WHAT TO WORK ON: All that is wanted is an exact copy of the lines below, starting at the one that contains "Localize all labels, symbols" and running to the end.

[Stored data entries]
☆ ☆ ☆ ☆ ☆ ☆ ☆
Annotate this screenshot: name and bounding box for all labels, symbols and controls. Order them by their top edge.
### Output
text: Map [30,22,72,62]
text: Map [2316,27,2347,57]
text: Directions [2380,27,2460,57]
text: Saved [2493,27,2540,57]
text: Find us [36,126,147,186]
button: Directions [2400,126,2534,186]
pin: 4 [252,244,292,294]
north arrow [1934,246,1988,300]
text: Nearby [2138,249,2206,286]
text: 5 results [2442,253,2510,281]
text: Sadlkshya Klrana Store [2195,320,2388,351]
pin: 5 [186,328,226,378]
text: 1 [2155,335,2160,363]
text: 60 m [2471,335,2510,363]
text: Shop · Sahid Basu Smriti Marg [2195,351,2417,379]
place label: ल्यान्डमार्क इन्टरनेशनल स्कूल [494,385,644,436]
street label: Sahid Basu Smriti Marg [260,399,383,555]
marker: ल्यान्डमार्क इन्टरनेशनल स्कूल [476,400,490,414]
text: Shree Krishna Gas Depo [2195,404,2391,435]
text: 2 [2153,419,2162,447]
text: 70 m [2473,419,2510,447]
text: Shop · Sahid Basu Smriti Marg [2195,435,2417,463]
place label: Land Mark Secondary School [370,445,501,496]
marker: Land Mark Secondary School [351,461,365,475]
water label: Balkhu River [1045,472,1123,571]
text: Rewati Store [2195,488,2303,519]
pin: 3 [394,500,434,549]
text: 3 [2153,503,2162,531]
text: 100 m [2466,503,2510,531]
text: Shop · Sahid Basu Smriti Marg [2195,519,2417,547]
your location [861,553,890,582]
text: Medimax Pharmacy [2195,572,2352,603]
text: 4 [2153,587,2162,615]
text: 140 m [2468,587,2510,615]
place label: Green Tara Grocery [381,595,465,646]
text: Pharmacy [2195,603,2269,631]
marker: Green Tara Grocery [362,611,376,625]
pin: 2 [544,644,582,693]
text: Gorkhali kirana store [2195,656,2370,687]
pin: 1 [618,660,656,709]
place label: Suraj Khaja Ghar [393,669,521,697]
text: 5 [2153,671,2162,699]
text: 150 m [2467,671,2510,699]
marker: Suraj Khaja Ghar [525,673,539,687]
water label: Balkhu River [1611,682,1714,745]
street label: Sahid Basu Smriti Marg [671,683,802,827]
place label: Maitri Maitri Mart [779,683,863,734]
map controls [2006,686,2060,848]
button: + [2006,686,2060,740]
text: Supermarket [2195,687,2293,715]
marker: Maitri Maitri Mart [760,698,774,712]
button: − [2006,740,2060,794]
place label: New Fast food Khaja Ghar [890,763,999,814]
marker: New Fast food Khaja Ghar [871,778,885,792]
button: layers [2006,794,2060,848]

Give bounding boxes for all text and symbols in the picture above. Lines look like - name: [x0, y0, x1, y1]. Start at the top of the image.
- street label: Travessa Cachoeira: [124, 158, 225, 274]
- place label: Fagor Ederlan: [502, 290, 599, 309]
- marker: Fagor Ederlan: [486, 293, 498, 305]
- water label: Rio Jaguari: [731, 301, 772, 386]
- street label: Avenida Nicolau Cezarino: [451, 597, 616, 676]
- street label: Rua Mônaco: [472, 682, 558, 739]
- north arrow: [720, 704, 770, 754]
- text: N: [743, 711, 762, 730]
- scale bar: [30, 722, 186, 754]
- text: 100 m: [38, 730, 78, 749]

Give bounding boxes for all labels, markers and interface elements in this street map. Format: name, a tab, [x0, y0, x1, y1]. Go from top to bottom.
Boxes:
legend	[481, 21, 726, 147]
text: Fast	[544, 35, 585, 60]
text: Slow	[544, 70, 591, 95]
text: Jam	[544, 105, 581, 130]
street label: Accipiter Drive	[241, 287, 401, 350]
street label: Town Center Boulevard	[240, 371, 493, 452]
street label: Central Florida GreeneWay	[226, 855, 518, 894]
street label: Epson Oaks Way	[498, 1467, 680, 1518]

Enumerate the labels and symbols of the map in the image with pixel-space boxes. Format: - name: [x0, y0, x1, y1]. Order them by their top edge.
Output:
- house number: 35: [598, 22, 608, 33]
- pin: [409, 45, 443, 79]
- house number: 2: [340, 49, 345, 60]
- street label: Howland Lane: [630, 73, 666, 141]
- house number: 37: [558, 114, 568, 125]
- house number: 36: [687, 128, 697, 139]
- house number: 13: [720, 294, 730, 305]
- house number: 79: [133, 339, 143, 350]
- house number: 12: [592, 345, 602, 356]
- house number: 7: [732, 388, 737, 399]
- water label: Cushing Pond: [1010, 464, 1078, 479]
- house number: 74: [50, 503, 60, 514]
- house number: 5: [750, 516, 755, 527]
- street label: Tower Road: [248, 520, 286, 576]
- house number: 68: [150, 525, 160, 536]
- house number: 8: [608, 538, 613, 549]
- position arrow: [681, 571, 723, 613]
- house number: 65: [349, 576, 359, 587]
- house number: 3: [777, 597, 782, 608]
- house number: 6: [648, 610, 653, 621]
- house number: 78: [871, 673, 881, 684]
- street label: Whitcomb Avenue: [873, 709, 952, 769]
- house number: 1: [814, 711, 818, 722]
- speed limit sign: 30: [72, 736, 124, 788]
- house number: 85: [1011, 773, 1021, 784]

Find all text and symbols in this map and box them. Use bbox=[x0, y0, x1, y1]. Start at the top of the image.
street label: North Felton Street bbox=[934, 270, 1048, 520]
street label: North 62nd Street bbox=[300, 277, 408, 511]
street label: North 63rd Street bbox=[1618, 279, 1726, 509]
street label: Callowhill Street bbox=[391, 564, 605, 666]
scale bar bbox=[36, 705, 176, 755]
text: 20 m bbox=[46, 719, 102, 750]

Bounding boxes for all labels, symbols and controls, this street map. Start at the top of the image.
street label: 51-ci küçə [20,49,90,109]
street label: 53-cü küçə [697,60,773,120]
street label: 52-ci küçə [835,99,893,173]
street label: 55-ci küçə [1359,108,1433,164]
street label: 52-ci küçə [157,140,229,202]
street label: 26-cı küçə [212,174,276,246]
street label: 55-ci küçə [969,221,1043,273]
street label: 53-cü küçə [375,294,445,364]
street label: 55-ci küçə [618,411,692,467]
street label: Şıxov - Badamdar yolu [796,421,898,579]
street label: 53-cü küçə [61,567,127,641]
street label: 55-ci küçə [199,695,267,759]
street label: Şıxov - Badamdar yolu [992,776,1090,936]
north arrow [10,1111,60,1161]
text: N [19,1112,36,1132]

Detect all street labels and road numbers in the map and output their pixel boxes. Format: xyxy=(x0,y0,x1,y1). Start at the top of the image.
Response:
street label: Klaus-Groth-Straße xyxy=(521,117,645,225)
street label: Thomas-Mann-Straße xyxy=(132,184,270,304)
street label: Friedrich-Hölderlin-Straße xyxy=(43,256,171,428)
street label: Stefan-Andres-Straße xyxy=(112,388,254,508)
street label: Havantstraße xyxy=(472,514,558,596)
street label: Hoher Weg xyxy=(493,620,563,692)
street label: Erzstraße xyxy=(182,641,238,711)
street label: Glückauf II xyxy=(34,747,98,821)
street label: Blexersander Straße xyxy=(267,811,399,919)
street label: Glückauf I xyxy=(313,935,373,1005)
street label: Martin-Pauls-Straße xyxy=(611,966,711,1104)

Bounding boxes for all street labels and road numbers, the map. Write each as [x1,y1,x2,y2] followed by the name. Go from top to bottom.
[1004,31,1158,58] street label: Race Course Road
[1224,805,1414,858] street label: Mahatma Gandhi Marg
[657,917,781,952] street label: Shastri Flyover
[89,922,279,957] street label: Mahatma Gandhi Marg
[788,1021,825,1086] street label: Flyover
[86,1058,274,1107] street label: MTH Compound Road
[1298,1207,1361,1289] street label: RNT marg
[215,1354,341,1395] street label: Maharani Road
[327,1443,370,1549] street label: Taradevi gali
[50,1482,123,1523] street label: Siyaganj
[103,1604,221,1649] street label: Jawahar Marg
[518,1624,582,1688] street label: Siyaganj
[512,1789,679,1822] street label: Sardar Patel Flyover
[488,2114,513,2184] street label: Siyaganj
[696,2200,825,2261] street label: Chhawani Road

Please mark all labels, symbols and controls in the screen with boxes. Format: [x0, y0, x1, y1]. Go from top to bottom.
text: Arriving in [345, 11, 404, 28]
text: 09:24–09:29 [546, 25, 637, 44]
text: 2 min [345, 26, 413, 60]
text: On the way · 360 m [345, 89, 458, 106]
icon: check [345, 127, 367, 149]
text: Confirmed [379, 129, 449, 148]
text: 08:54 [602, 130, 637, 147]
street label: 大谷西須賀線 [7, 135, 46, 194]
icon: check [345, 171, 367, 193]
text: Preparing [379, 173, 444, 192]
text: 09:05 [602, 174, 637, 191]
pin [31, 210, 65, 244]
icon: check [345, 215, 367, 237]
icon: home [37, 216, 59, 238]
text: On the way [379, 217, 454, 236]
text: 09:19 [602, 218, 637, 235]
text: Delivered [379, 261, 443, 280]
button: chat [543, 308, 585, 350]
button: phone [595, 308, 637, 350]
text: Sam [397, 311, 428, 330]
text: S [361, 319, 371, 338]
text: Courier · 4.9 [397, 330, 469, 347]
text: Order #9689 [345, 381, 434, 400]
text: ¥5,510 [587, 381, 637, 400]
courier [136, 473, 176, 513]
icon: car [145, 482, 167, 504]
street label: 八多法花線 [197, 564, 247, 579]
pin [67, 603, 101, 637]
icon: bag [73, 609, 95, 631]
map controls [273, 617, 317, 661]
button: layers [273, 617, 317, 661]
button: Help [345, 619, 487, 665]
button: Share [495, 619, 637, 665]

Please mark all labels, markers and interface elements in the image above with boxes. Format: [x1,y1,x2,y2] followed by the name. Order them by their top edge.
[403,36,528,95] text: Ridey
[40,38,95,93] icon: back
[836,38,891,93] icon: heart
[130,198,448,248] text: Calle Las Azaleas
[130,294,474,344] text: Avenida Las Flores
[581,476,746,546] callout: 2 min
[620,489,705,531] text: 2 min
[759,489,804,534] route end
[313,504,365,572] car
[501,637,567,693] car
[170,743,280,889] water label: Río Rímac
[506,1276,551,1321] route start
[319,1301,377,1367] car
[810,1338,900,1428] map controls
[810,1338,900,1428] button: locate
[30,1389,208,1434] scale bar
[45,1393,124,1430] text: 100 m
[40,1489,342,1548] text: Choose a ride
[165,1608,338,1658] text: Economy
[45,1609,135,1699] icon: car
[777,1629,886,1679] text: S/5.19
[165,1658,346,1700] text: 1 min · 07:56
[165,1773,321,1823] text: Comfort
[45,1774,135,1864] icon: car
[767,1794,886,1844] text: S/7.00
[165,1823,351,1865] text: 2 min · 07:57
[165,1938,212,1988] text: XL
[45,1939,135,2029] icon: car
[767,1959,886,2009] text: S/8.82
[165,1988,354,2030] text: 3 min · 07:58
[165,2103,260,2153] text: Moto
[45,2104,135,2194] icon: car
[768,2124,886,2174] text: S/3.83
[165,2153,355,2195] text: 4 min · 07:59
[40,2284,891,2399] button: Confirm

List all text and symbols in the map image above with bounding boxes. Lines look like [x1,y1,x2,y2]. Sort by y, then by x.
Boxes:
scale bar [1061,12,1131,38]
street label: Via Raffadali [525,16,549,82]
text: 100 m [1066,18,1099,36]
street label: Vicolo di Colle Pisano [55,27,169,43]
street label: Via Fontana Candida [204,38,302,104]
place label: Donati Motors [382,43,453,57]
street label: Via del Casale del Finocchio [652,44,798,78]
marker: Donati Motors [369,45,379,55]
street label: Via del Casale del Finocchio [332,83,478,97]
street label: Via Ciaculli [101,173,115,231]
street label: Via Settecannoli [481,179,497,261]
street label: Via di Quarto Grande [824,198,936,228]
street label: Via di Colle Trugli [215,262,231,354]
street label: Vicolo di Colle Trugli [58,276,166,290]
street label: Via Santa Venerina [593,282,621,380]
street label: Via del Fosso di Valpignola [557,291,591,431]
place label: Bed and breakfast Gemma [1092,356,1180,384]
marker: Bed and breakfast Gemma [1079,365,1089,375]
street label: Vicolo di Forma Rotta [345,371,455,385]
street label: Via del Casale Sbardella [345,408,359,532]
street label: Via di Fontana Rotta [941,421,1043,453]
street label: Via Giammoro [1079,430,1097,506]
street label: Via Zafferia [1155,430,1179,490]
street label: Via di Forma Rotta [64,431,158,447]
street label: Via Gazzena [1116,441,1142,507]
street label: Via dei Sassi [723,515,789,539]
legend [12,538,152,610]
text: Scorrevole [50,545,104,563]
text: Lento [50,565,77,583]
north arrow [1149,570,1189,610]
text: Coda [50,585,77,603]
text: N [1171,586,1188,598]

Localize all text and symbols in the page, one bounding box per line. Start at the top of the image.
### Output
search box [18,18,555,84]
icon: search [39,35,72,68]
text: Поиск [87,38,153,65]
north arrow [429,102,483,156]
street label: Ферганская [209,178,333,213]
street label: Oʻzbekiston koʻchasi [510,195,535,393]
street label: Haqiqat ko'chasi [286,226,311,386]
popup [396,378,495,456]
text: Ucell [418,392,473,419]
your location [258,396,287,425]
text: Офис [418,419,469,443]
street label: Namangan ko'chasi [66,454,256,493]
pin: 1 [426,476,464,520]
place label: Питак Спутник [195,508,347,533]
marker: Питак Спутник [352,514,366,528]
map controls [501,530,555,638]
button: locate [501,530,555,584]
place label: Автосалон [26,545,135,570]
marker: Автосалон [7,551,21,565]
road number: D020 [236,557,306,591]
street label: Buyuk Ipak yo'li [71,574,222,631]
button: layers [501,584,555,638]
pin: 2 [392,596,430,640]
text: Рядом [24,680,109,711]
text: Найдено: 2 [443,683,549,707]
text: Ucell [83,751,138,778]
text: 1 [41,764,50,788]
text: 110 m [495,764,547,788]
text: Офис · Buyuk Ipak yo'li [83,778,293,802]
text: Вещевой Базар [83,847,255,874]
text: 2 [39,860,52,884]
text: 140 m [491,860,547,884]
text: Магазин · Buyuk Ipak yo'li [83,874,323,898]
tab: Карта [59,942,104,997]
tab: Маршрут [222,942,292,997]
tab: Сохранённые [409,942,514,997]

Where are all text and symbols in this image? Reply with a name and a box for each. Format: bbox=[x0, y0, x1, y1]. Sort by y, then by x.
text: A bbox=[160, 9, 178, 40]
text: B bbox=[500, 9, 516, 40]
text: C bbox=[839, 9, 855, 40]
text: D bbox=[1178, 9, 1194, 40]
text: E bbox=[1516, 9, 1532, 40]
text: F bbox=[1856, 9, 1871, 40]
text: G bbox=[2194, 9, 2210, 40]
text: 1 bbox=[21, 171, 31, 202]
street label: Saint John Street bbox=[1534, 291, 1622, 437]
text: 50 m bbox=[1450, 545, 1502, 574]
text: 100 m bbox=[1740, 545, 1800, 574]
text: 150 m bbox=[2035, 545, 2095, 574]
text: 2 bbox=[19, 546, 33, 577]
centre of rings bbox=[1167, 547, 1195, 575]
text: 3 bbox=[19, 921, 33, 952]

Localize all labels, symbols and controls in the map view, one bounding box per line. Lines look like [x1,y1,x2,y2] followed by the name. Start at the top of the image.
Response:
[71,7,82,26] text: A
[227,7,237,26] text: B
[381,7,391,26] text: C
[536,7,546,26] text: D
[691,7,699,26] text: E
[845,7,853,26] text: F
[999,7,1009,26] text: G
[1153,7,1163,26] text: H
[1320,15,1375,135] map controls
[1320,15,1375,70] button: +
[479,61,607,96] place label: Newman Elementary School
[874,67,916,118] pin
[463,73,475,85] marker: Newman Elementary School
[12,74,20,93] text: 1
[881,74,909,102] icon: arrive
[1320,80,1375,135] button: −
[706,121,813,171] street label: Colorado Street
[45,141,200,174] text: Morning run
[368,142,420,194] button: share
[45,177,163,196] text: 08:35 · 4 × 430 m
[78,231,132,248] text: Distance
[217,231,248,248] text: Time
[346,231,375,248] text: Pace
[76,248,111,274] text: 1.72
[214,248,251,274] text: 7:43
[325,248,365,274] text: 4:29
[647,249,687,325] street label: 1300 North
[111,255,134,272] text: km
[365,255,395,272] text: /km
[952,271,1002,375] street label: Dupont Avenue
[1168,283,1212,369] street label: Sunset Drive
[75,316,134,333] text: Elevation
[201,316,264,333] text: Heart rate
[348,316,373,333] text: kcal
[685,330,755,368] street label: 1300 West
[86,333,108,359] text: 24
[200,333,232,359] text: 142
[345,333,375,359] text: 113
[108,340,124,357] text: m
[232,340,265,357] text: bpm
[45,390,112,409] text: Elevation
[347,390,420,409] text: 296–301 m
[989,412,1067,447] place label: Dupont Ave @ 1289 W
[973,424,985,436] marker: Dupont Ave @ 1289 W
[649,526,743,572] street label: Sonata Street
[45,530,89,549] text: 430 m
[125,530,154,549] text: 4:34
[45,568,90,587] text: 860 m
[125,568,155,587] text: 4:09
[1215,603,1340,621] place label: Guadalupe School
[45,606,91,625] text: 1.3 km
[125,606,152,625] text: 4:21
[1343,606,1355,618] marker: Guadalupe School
☆ ☆ ☆ ☆ ☆ ☆ ☆
YOUR SOLUTION:
Localize all labels, symbols and controls in the map view, one bounding box per line. Lines look like [x1,y1,x2,y2] followed by the name. Start at the top of the image.
Response:
[71,7,82,26] text: A
[227,7,237,26] text: B
[381,7,391,26] text: C
[536,7,546,26] text: D
[691,7,699,26] text: E
[845,7,853,26] text: F
[999,7,1009,26] text: G
[1153,7,1163,26] text: H
[1320,15,1375,135] map controls
[1320,15,1375,70] button: +
[479,61,607,96] place label: Newman Elementary School
[874,67,916,118] pin
[463,73,475,85] marker: Newman Elementary School
[12,74,20,93] text: 1
[881,74,909,102] icon: arrive
[1320,80,1375,135] button: −
[706,121,813,171] street label: Colorado Street
[45,141,200,174] text: Morning run
[368,142,420,194] button: share
[45,177,163,196] text: 08:35 · 4 × 430 m
[78,231,132,248] text: Distance
[217,231,248,248] text: Time
[346,231,375,248] text: Pace
[76,248,111,274] text: 1.72
[214,248,251,274] text: 7:43
[325,248,365,274] text: 4:29
[647,249,687,325] street label: 1300 North
[111,255,134,272] text: km
[365,255,395,272] text: /km
[952,271,1002,375] street label: Dupont Avenue
[1168,283,1212,369] street label: Sunset Drive
[75,316,134,333] text: Elevation
[201,316,264,333] text: Heart rate
[348,316,373,333] text: kcal
[685,330,755,368] street label: 1300 West
[86,333,108,359] text: 24
[200,333,232,359] text: 142
[345,333,375,359] text: 113
[108,340,124,357] text: m
[232,340,265,357] text: bpm
[45,390,112,409] text: Elevation
[347,390,420,409] text: 296–301 m
[989,412,1067,447] place label: Dupont Ave @ 1289 W
[973,424,985,436] marker: Dupont Ave @ 1289 W
[649,526,743,572] street label: Sonata Street
[45,530,89,549] text: 430 m
[125,530,154,549] text: 4:34
[45,568,90,587] text: 860 m
[125,568,155,587] text: 4:09
[1215,603,1340,621] place label: Guadalupe School
[45,606,91,625] text: 1.3 km
[125,606,152,625] text: 4:21
[1343,606,1355,618] marker: Guadalupe School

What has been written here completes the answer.